[Stored data entries]
+++

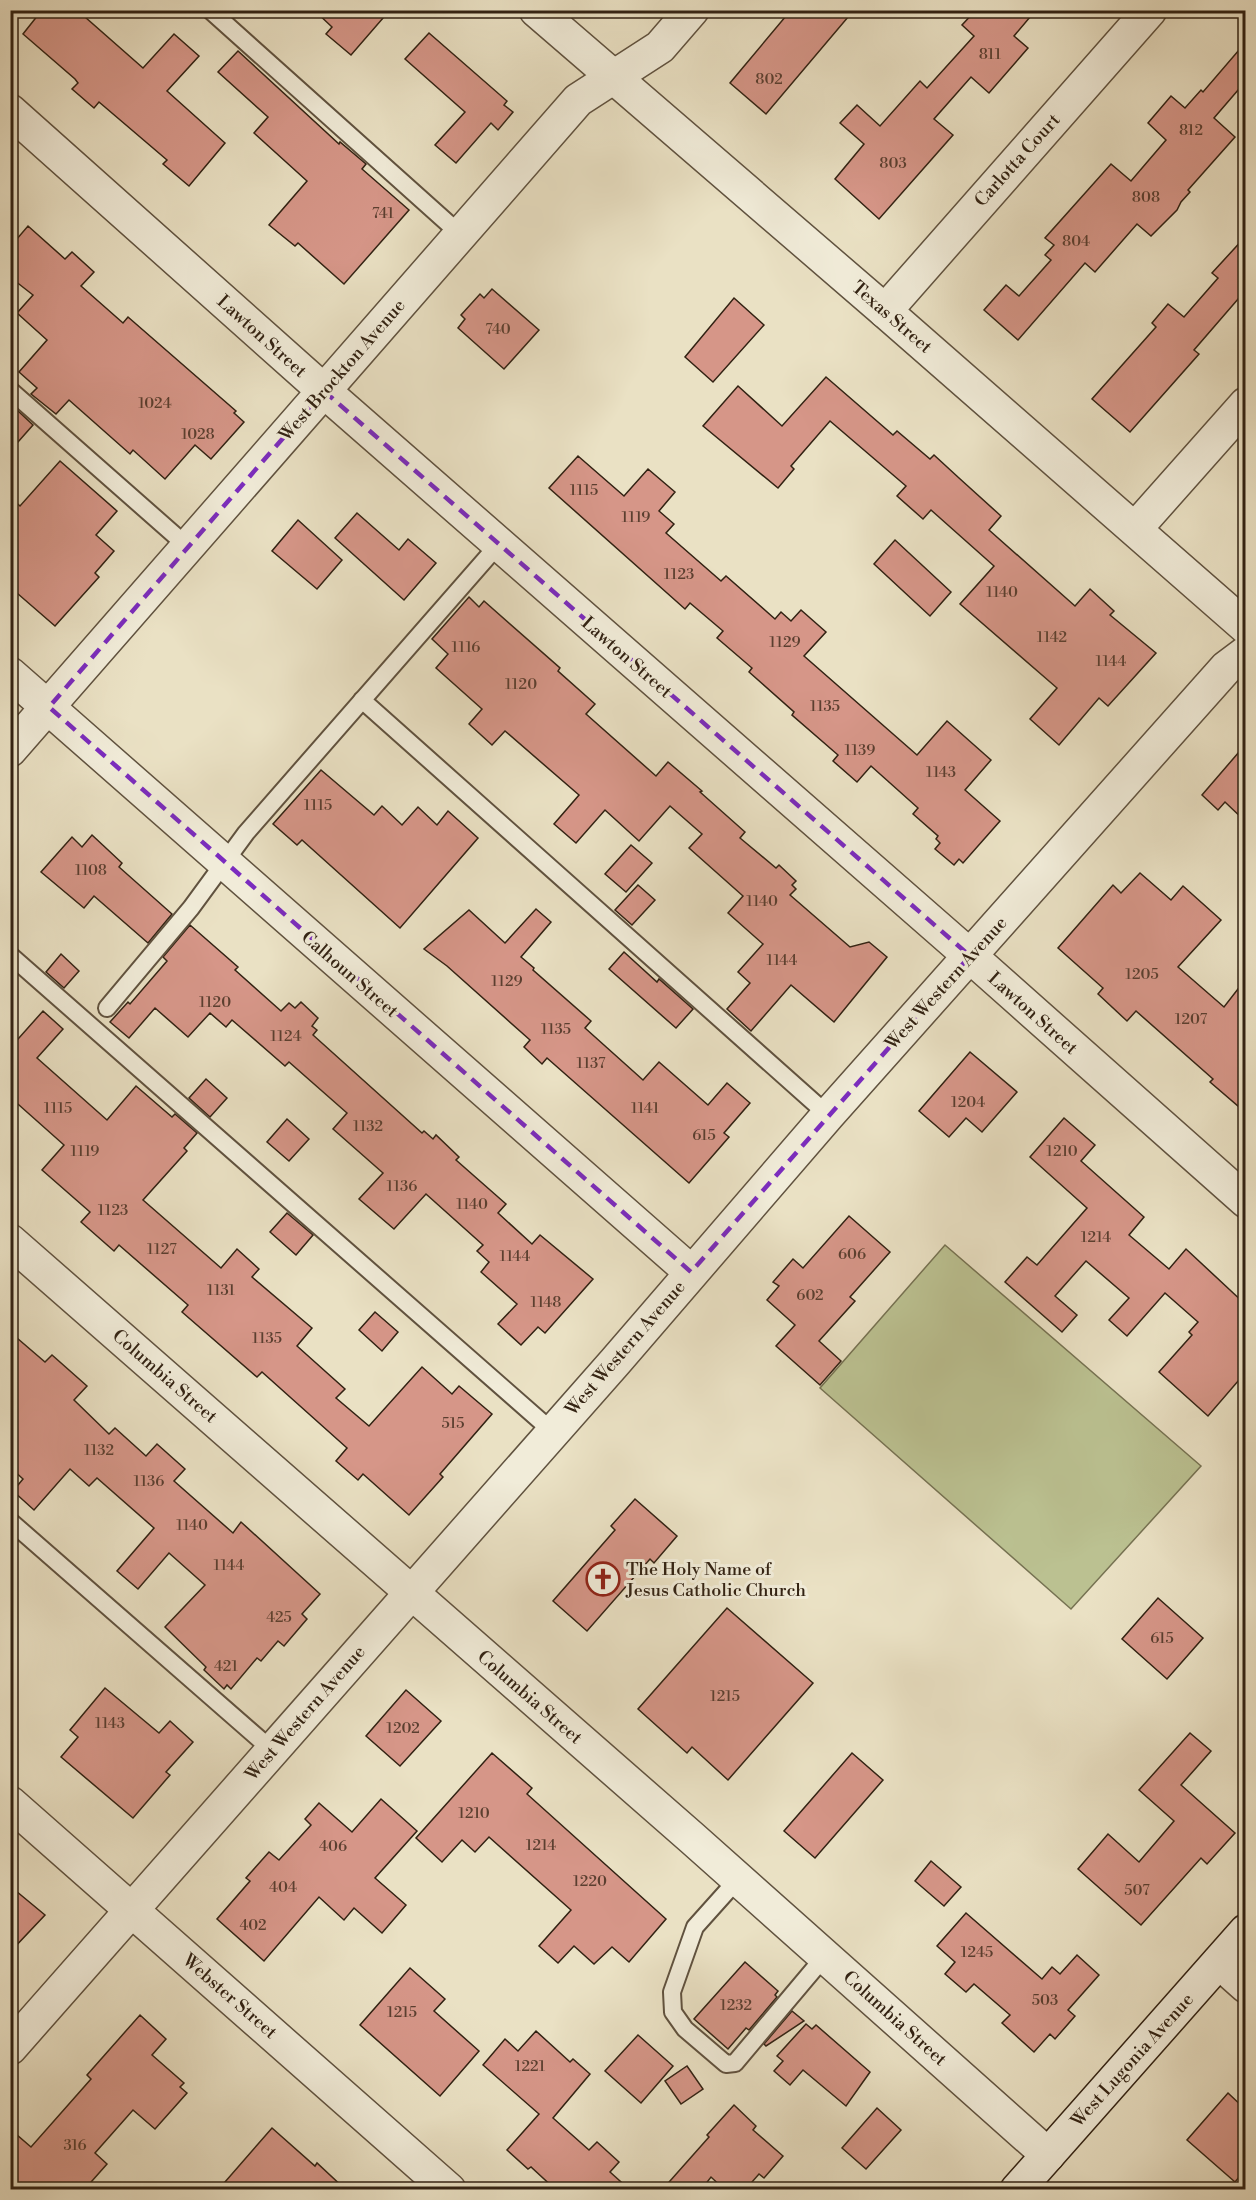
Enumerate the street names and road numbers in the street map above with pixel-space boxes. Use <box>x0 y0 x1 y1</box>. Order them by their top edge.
street label: Carlotta Court <box>970 109 1066 212</box>
street label: Texas Street <box>847 276 937 359</box>
street label: Lawton Street <box>212 290 312 383</box>
street label: West Brockton Avenue <box>274 294 411 447</box>
street label: Lawton Street <box>577 612 677 703</box>
street label: West Western Avenue <box>880 912 1012 1056</box>
street label: Calhoun Street <box>296 926 403 1023</box>
street label: Lawton Street <box>983 967 1083 1060</box>
street label: West Western Avenue <box>560 1276 690 1421</box>
street label: Columbia Street <box>107 1324 222 1429</box>
street label: West Western Avenue <box>240 1641 370 1786</box>
street label: Columbia Street <box>472 1645 587 1750</box>
street label: Webster Street <box>177 1948 282 2044</box>
street label: Columbia Street <box>838 1966 952 2071</box>
street label: West Lugonia Avenue <box>1065 1988 1199 2133</box>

+++

▶ _What is needed_
The expected output is each record, copied exactly, and nothing in place of the pictures.

▶ _Response_
Enumerate the street names and road numbers in the street map above with pixel-space boxes. Use <box>x0 y0 x1 y1</box>. Order them by their top edge.
street label: Carlotta Court <box>970 109 1066 212</box>
street label: Texas Street <box>847 276 937 359</box>
street label: Lawton Street <box>212 290 312 383</box>
street label: West Brockton Avenue <box>274 294 411 447</box>
street label: Lawton Street <box>577 612 677 703</box>
street label: West Western Avenue <box>880 912 1012 1056</box>
street label: Calhoun Street <box>296 926 403 1023</box>
street label: Lawton Street <box>983 967 1083 1060</box>
street label: West Western Avenue <box>560 1276 690 1421</box>
street label: Columbia Street <box>107 1324 222 1429</box>
street label: West Western Avenue <box>240 1641 370 1786</box>
street label: Columbia Street <box>472 1645 587 1750</box>
street label: Webster Street <box>177 1948 282 2044</box>
street label: Columbia Street <box>838 1966 952 2071</box>
street label: West Lugonia Avenue <box>1065 1988 1199 2133</box>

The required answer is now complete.